Michelle McLean, chairperson of the residential property management chapter and Leah Jay’s senior property and compliance manager, agreed that good record-keeping is vital.
“It’s of utmost importance given the litigious world we are now living in, and with technology there is no excuse for not having backups in place where the documents are electronically stored. There also has to be the security in place to ensure the system is not compromised,” she said.
A cautionary tale
“I remember about 15 years ago there was a Sydney agency that hadn’t run a backup for about three months, they had a fire and the office was destroyed. As a result, they lost their business,” Mr Adamson said.
He added that while the threat of losing your business over lost or destroyed data is a reality, he agreed with Ms McLean that there is also the risk of legal action.
“On the strata side of things, if you enter into a contract with an owner’s corporation on the basis you’ll retain and maintain their records and you breach that contract - it leaves you open for a damages claim. When you’re looking after more than a hundred buildings, and you’ve suddenly got a claim for all those buildings, then that’d be a fairly substantial amount,” he warned.
Play by the rules
Under the Property Stock and Business Agents Act 2002 (section 104) property professionals are required to keep records for three years. Individuals who contravene a provision of the section are guilty of an offence and could be disciplined by up to 50 penalty units.
While the Strata Scheme Management Act once required five years of records, that extended out to seven years in 2016.
“There are probably a lot of hard copy records still floating around, purely because it wouldn’t have been worthwhile to engage somebody for weeks at a time to scan them. Hard copies will still be around for a few years, and if they’re destroyed by fire then they’re gone,” Mr Adamson said.
Stay up to date
Ms McLean said many business owners can fall down when it comes to educating all staff on recording keeping procedures and the software used in the process.
“I feel the biggest issue is that agents don’t keep records of conversations or correctly file emails, where it is very easy with most trust accounting programs to store notes and have a document manager system,” she said.

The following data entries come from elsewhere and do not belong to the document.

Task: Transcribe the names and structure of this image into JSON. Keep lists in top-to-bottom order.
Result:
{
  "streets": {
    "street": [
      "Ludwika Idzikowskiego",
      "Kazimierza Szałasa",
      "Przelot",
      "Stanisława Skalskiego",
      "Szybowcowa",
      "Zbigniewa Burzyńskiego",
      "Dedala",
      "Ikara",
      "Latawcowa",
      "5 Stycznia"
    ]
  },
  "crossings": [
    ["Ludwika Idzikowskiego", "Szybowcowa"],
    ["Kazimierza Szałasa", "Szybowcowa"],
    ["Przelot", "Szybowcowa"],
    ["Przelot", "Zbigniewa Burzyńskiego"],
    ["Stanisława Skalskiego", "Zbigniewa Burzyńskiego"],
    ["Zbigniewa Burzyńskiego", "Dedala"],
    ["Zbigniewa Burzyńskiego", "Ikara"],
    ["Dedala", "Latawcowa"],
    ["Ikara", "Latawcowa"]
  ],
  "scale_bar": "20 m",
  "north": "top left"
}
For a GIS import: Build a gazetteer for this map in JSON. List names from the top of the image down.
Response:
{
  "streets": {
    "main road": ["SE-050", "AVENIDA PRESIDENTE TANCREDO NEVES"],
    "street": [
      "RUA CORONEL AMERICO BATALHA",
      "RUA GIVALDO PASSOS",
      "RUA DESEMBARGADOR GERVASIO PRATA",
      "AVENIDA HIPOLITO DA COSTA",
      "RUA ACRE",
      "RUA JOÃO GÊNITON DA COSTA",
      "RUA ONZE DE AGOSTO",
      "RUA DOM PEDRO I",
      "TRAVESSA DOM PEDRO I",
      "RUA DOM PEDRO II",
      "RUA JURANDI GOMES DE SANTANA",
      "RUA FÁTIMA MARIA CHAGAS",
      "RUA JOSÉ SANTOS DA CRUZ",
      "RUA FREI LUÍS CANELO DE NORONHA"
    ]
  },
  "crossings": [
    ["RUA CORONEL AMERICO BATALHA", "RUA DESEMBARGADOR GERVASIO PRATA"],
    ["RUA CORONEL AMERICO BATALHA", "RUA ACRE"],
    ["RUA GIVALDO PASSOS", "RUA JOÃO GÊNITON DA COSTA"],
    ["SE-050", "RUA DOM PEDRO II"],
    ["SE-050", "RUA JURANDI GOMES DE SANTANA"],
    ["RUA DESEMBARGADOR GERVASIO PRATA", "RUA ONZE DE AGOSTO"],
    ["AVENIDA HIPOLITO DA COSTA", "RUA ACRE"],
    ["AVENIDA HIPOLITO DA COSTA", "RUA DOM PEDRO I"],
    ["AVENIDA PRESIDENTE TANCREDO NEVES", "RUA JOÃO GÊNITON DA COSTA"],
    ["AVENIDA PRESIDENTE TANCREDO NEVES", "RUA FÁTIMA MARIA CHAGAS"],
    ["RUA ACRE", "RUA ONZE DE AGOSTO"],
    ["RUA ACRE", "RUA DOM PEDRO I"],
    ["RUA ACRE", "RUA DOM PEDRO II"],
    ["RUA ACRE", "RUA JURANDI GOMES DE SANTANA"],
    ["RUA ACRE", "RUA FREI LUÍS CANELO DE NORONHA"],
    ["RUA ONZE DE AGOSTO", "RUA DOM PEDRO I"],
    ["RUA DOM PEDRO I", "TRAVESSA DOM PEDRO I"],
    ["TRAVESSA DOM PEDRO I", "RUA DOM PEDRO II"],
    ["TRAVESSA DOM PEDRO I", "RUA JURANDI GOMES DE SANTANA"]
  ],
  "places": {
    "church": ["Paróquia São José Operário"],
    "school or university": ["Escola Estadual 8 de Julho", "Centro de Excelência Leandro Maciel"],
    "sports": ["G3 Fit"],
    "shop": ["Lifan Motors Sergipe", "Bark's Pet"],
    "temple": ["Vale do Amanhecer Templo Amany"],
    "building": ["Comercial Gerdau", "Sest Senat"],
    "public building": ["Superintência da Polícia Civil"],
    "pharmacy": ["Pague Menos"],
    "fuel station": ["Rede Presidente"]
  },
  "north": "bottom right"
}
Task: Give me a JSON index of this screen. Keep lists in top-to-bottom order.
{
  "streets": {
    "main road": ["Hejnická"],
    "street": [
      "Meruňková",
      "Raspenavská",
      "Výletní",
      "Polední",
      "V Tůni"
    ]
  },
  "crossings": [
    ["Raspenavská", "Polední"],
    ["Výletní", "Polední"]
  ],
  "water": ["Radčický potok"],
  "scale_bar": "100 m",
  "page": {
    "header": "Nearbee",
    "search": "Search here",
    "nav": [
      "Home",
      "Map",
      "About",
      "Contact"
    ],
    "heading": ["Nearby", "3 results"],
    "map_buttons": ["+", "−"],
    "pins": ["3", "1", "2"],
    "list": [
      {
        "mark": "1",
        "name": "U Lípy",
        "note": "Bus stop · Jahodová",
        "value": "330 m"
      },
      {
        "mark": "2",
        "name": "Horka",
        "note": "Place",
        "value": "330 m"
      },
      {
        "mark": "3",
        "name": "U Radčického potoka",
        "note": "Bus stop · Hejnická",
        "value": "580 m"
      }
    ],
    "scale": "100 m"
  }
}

“It is one thing to implement procedures, but then it is another to ensure staff are adequately trained on how to use these systems and follow procedures,” she added.
Become a record hoarder
“Document everything! Save emails, text messages and make notes of phone conversations. We’re all human and deal with so many people daily, it’s one thing to remember a situation, but hard to remember details of conversations that may prove detrimental,” Ms McLean explained.
She said all corners of the real estate industry have their unique processes.
“In property management there are so many situations where things can take a turn for the worse, even with the best laid plans, and essentially an agent needs to ensure they have represented the owner to the best of their ability. The only way to do this is to have the documentation and proof to back the agents actions up,” she said.
“As property management can have a high staff turnover, once a staff member has left essentially all the knowledge of the situation can go too, should it not be recorded correctly. Potentially, as a business owner, you are then leaving yourself wide open for a professional indemnity claim as you may be unable to prove you have acted in accordance with the Managing Agency Agreement,” she said.